Read the listing below and copy out every line that holds "small".

== DATA SUPPLIED ==

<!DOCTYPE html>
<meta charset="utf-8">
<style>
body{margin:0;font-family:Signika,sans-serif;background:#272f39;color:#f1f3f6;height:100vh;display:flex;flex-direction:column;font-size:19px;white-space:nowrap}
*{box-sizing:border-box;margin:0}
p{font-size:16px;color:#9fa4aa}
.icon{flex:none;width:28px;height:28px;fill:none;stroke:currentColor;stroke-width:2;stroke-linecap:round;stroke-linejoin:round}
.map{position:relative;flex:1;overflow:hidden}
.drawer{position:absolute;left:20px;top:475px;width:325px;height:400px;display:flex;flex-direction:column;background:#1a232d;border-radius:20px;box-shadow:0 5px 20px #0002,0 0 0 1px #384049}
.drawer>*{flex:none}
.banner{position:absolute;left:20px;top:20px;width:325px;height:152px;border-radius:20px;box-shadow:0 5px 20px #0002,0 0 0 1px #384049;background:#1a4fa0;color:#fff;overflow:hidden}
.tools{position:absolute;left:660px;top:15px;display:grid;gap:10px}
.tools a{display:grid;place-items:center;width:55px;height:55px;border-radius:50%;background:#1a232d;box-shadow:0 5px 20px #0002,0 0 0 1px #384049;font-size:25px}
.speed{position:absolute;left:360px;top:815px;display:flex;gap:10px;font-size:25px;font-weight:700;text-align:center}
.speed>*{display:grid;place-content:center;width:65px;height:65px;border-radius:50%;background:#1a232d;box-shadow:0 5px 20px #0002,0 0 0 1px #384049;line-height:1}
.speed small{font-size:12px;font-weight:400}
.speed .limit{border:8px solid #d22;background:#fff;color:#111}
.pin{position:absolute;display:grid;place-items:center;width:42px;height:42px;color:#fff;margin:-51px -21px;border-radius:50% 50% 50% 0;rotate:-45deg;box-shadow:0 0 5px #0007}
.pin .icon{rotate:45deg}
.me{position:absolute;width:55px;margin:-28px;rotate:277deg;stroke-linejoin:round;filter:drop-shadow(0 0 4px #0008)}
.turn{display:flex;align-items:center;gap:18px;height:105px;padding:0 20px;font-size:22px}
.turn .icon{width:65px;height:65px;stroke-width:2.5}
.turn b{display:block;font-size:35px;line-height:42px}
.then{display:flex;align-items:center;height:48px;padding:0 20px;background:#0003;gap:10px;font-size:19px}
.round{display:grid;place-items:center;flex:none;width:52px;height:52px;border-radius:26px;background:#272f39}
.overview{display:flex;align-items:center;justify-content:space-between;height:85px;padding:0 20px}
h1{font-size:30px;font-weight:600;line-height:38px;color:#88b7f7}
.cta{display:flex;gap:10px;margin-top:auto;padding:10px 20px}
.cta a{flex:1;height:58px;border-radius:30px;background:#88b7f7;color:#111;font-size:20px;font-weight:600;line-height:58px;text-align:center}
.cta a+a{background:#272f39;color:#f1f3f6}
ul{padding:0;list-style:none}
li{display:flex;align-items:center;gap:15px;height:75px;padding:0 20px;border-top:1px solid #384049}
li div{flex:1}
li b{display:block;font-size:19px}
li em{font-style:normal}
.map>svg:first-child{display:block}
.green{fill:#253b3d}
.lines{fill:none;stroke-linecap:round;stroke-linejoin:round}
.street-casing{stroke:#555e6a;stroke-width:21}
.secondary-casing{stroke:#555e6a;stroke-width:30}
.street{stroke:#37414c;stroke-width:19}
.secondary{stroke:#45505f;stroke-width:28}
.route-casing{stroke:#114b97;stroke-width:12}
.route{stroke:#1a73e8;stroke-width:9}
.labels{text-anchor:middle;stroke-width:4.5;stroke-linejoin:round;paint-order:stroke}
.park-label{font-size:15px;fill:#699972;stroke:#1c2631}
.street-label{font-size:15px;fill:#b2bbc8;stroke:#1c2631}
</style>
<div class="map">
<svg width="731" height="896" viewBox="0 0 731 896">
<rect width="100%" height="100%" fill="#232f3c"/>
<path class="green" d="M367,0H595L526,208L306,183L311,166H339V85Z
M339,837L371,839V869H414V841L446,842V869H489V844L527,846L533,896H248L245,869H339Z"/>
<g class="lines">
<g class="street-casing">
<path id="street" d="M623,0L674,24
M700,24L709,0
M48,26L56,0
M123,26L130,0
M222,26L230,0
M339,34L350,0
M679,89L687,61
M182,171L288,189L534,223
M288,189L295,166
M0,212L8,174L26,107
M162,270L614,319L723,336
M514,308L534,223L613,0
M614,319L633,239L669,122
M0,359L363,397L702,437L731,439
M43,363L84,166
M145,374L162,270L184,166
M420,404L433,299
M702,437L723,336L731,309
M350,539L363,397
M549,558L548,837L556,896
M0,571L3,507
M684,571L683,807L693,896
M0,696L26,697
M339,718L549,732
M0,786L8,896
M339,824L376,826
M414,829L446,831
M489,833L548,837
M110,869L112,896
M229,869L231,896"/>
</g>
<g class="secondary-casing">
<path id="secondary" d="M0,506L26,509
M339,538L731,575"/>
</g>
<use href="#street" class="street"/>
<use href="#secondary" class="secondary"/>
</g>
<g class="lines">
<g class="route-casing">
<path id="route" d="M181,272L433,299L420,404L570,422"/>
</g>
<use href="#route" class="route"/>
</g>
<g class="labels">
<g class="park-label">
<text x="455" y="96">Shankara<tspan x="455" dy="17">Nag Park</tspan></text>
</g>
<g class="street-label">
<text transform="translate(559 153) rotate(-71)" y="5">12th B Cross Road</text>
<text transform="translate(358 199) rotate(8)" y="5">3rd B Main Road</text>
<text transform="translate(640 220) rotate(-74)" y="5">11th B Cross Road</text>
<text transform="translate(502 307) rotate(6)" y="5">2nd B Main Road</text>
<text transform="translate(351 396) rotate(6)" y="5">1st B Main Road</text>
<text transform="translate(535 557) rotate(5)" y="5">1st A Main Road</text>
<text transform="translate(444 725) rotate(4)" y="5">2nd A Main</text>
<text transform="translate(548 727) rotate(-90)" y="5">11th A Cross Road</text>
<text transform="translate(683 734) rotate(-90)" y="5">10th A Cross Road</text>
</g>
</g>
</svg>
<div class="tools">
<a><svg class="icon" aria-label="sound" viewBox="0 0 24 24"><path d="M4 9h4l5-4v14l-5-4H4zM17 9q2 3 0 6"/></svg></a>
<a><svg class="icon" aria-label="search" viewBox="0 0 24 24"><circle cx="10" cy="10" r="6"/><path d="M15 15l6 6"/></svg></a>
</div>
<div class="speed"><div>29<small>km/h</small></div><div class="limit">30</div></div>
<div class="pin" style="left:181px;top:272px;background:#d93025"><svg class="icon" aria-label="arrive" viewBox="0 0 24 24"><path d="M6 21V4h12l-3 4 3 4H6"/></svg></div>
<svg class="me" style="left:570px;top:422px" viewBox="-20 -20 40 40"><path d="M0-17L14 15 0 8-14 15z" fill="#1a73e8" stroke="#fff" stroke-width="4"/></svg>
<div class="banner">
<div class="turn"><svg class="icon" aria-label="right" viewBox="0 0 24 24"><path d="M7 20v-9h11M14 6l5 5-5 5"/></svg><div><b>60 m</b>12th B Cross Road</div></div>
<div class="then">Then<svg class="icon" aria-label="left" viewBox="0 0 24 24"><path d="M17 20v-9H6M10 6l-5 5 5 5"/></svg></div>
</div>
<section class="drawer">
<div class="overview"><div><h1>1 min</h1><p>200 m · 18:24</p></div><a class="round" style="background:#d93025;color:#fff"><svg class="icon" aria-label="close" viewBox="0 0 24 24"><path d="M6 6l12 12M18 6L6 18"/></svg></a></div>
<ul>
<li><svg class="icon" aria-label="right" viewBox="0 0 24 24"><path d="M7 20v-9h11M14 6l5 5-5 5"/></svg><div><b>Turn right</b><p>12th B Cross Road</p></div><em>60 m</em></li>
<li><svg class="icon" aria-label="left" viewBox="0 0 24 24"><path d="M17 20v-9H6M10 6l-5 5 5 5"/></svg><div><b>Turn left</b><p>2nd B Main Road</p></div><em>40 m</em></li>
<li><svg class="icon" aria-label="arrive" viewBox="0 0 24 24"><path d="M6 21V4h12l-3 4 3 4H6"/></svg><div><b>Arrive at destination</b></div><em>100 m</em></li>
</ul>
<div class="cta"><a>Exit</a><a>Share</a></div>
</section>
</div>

===

WRITTEN SOLUTION
.speed small{font-size:12px;font-weight:400}
<div class="speed"><div>29<small>km/h</small></div><div class="limit">30</div></div>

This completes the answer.